The Base of the Pyramid
Producers are those organisms that use photosynthesis to capture energy from sunlight, water and carbon dioxide to create carbohydrates. They use the energy to create more complex molecules like proteins, lipids and starches that are crucial to life processes. Producers, which are mostly green plants, are also called autotrophs.
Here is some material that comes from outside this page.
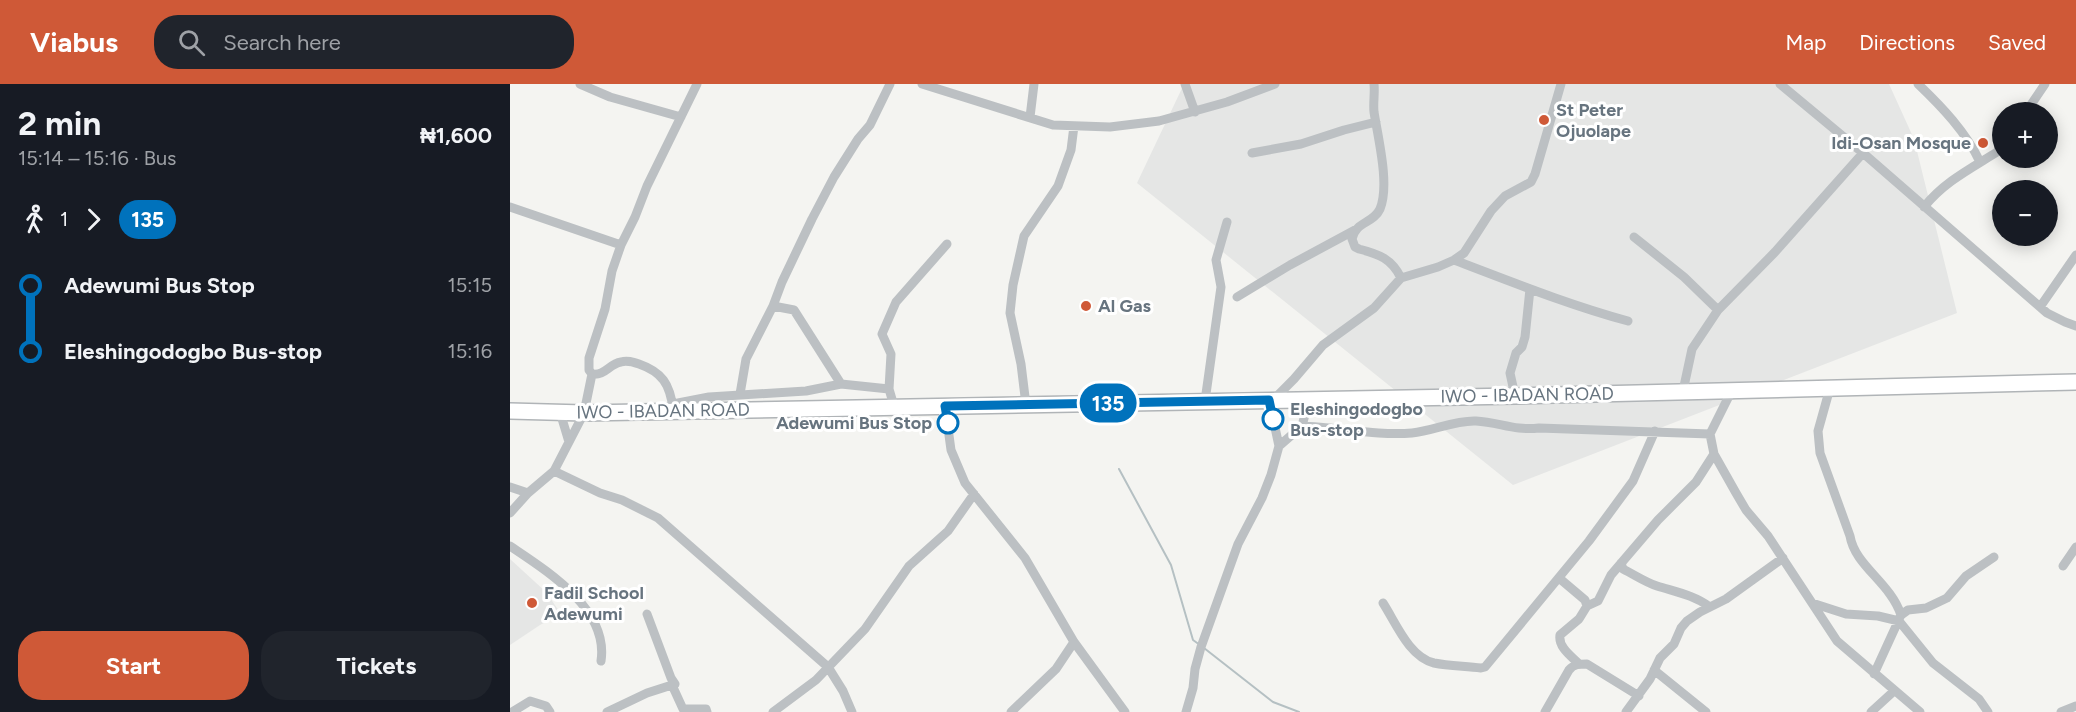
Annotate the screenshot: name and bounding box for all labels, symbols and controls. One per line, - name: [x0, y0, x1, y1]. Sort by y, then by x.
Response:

Producers funnel into the ecosystem the energy needed for its biological processes. The carbohydrates and other organic chemicals formed by the producers are consumed and utilized by the heterotrophs, or consumers. First, herbivores -- the primary consumers -- eat the plants. Predators -- the secondary, tertiary consumers -- eat the herbivores. But at each step, much energy is lost. Less than 10 percent of the energy stored in plants is converted to herbivore mass. The loss from herbivore to predator is similar. Thus, energy needs to be added to the ecosystem continuously. This is the producers' role.
Shaping the Ecosystem
The efficiency of the producers in adding energy to the ecosystem determines how robust that ecosystem will be. Efficient producers enable an ecosystem to support secondary, tertiary or even quaternary consumers. The energy provided by less efficient producers will be completely dissipated by the first or second level. Aquatic ecosystems are more diverse and robust than terrestrial ecosystems for this reason -- the aquatic producers, such as algae and other microorganisms, are more efficient energy converters than terrestrial plants.